Audio Hijack 4 Brings Interface Improvements and Recording Upgrades

Originally published at: Audio Hijack 4 Brings Interface Improvements and Recording Upgrades - TidBITS

The latest version of Rogue Amoeba’s Mac app for grabbing, mixing, and manipulating audio from apps and sound inputs makes it easier to design and improve workflows. It also offers new and improved audio recording and processing features.

I had a problem when I upgraded to Audio Hijack 4 — my previous sessions from version 3 weren’t imported on the first launch, and trying to manually import them from within the app (via the Help menu) wasn’t working. I emailed Rogue Amoeba to ask for help, and had a conversation with Paul Kafasis over the weekend to determine where the problem was and how best to fix it. (I’d managed to workaround it by manually copying and renaming the preference lists from version 3, but Paul cautioned that it wasn’t an ideal solution, even if it did let me do a broadcast on Sunday.) Long story short, I was able to get the import to work correctly at last, and version 4.0.2 now incorporates the fix. Many thanks to Paul for his assistance (and persistance), and an example of good customer support. :slight_smile:


Does anyone know if Audio Hijack 4 still requires that the system security level be lowered to install Rogue Amoeba’s ACE drivers?

It does.

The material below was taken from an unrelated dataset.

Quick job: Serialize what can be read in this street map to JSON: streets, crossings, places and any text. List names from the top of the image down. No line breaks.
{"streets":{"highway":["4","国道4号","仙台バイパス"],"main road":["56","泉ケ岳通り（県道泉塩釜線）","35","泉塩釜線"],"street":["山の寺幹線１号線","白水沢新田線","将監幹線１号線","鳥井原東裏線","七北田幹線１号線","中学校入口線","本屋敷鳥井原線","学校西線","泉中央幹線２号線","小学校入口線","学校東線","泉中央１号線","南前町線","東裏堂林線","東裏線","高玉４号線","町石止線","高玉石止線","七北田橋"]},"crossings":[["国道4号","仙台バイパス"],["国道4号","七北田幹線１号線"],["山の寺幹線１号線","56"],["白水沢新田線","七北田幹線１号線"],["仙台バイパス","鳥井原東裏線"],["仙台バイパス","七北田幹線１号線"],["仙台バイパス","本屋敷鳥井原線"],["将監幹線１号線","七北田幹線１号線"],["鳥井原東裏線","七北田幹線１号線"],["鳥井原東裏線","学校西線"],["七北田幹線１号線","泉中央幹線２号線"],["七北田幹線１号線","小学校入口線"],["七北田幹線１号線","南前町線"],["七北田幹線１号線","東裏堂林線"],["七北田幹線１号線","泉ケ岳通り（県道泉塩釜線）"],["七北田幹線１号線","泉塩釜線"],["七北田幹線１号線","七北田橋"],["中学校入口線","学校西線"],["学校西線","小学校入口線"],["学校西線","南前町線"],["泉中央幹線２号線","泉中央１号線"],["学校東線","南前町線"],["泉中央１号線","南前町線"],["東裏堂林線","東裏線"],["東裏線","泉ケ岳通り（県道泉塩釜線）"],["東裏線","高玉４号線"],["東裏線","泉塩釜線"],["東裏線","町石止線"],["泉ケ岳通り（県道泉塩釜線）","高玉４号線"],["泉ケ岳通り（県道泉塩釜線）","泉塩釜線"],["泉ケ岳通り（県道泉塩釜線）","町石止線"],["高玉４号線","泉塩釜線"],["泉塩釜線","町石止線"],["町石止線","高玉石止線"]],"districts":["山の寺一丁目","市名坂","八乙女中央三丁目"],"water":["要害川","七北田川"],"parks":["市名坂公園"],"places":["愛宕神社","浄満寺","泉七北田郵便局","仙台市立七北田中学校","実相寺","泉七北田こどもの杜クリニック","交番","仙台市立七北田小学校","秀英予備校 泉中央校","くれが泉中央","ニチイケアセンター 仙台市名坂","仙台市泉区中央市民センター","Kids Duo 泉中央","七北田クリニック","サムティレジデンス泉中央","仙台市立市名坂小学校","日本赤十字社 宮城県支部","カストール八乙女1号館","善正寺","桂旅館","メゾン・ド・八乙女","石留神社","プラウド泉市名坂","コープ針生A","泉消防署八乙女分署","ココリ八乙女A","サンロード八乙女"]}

That’s always going to be a requirement, I’m afraid. They’re only lowering it to signed developer extensions, so the risk would be that a) a rogue malware operator had set up an account or hijacked an existing one b) that you were convinced to install such a system extension.


I’ve never understood what makes their extension so special that it requires one to lower the system security level (because other plugins, say from Zoom or Camo, do not). It was possible on my first M1 MacBook Pro to restore the full security level after the installation, but on my M1 Pro MacBook Pro, that resulted in an inscrutable error. I wound up removing the extension, but then I still couldn’t restore full security and had to reinstall the system!

I’ve been over this several times with RA tech support, and they have the temerity to refer me to Apple! Anyone who has dealt with Apple knows that as soon as they hear of third-party software, they ask users to remove it or refer them back to the developer!

It’s pretty straightforward: there’s no way for Rogue Amoeba to achieve what they do without it. Apple doesn’t have a way to allow specific developers to receive authorization, so Rogue Amoeba has to follow the general developer guideline, which requires you lower security for all authorized developers. (You’d think you could perhaps anoint a specific one; I’m sure they’d pay a special fee to be in a higher-scrutiny list, even.)

So if you need Rogue Amoeba’s features, they can’t do it without lower security. If Apple wanted to expose certain aspect of audio within the sandboxed full security environment, Rogue Amoeba wouldn’t need this.

Apple is more likely to listen to persistent user requests than those of developers. And they don’t listen well to users, either!